Poteva essere poco più grande di un metro quadrato ed era buio.
Loro lo sapevano! Sapevano che odiavo il buio, che ne avevo paura e questo faceva loro comodo.
Succedeva ogni volta!
Ogni volta che tornavo tardi a casa, che uscivo senza il loro permesso, che osavo lamentarmi, dire qualcosa senza che fossi stato interpellato, prendere un brutto voto a scuola, ogni volta che gli insegnanti si lamentavano di me... ognuna di questa volta ad attendermi c'era il buio e freddo stanzino. E se non entravo da solo, loro mi avrebbero fatto entrare picchiandomi o aggiungendo ulteriori punizioni.
All'inizio mi chiudevano li dentro a chiave e con un lucchetto. Ma quando diventai più grande cominciarono a bloccare la porta con i mobili.
Ma quello stanzino, per quanto terribile, era solo l'inizio.
Quello che veniva dopo era mille volte peggio...
La porta si apriva sempre lentamente, facendomi morire di paura, e il viso di mia madre o di mio padre faceva capolino sulla soglio, con sempre un'espressione diversa dipinta in volto.
Loro mi odiavano, perché ero il frutto di un errore, era per colpa mia se si erano dovuti sposare molto giovani.

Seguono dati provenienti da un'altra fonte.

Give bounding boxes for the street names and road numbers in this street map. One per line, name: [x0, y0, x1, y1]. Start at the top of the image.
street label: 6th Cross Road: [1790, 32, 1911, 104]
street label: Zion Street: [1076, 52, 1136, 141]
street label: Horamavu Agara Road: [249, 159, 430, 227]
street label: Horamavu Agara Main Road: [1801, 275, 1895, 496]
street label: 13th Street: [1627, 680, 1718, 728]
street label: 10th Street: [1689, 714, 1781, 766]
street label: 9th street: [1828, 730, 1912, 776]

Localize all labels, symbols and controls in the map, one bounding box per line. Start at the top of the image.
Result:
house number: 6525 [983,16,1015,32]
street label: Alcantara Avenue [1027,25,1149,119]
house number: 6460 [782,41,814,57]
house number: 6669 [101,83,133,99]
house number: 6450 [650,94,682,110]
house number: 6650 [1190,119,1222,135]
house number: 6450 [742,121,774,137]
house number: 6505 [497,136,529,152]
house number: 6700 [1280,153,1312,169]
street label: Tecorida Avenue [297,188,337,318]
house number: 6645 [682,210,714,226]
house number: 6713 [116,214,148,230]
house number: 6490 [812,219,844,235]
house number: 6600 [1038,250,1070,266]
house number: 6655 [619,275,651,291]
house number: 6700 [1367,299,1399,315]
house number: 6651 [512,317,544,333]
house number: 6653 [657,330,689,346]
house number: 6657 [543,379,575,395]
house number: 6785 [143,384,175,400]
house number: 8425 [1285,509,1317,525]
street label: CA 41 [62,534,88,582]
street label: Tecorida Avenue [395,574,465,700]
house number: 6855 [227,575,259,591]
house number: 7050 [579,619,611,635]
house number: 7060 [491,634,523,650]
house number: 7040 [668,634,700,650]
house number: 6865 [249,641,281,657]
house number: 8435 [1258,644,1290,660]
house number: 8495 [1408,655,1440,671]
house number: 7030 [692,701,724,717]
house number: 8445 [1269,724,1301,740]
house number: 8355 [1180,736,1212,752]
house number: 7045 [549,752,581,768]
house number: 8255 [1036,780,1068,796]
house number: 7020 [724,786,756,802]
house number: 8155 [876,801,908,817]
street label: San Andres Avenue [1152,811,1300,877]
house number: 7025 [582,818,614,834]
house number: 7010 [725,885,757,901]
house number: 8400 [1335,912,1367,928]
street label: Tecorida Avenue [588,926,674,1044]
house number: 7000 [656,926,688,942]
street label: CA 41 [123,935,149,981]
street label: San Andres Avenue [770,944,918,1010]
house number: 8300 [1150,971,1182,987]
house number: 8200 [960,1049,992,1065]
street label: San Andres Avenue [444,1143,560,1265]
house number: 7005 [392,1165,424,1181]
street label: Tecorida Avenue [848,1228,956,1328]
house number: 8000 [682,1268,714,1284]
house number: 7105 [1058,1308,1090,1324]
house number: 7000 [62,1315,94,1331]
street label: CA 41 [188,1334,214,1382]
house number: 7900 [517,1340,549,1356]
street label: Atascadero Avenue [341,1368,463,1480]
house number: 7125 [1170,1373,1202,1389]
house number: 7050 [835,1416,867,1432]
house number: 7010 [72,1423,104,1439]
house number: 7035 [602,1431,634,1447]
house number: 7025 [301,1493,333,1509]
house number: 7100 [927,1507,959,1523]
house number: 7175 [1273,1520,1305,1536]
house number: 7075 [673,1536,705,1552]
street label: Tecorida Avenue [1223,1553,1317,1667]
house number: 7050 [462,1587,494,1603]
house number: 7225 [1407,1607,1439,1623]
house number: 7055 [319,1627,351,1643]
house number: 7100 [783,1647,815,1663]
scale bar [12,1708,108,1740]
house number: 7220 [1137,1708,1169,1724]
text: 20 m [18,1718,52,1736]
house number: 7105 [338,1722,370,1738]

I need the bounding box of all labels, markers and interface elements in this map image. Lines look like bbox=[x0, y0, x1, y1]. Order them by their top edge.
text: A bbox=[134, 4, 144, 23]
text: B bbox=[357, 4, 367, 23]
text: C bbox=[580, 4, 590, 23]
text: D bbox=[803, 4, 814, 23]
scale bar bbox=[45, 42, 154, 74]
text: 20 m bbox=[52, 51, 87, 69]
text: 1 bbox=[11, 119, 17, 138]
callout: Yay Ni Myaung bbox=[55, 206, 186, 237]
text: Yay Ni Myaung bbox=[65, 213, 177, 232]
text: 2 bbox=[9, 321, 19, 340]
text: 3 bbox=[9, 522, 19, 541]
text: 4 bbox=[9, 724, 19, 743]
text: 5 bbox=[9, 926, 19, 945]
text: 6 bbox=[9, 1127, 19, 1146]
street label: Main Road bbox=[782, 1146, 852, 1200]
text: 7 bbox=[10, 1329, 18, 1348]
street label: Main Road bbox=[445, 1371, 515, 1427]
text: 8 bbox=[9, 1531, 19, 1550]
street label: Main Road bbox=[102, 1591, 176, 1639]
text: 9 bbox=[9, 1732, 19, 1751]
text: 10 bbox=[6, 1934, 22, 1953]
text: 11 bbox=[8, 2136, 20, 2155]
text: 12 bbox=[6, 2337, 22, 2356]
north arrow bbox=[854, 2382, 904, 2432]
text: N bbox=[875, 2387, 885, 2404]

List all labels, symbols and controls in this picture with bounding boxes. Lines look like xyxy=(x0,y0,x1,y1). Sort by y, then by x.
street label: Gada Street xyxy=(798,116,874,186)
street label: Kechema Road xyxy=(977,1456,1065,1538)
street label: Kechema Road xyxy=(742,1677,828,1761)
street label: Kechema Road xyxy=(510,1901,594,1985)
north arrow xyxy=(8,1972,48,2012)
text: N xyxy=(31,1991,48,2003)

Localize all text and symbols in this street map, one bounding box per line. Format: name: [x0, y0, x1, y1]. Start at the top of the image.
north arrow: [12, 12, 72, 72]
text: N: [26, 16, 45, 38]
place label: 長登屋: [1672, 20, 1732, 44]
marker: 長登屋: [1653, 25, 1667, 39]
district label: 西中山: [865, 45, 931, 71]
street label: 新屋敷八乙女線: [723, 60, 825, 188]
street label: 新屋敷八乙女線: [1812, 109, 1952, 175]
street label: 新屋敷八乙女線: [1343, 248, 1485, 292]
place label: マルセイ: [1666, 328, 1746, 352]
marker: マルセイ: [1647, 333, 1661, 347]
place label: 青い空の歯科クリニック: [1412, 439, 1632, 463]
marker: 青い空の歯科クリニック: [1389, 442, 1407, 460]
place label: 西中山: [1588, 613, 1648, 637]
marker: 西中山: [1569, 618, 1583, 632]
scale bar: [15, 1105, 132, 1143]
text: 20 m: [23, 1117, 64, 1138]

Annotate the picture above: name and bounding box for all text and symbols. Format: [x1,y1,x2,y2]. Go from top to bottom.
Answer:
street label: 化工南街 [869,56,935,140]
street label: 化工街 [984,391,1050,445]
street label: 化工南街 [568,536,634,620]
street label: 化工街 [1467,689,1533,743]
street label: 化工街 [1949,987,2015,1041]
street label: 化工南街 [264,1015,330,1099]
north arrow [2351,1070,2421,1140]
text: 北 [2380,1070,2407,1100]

Continuavano a ripetermelo: «Se tu non fossi nato sarebbe stato meglio. Sei solo un inutile sanguisuga!» queste erano le uniche parole che mi dicevano. Sì, io per loro non ero altro che un sanguisuga che viveva solo per rendere la loro vita più difficile.
Tra di noi non c'erano né baci né abbracci né coccole. Solo dolore e punizioni, almeno per me.
I miei nonni, i complici di tutto ciò, non sapevano niente delle mie condizioni, li aveva visti pochissime volte. Quante? Cinque? Forse sei.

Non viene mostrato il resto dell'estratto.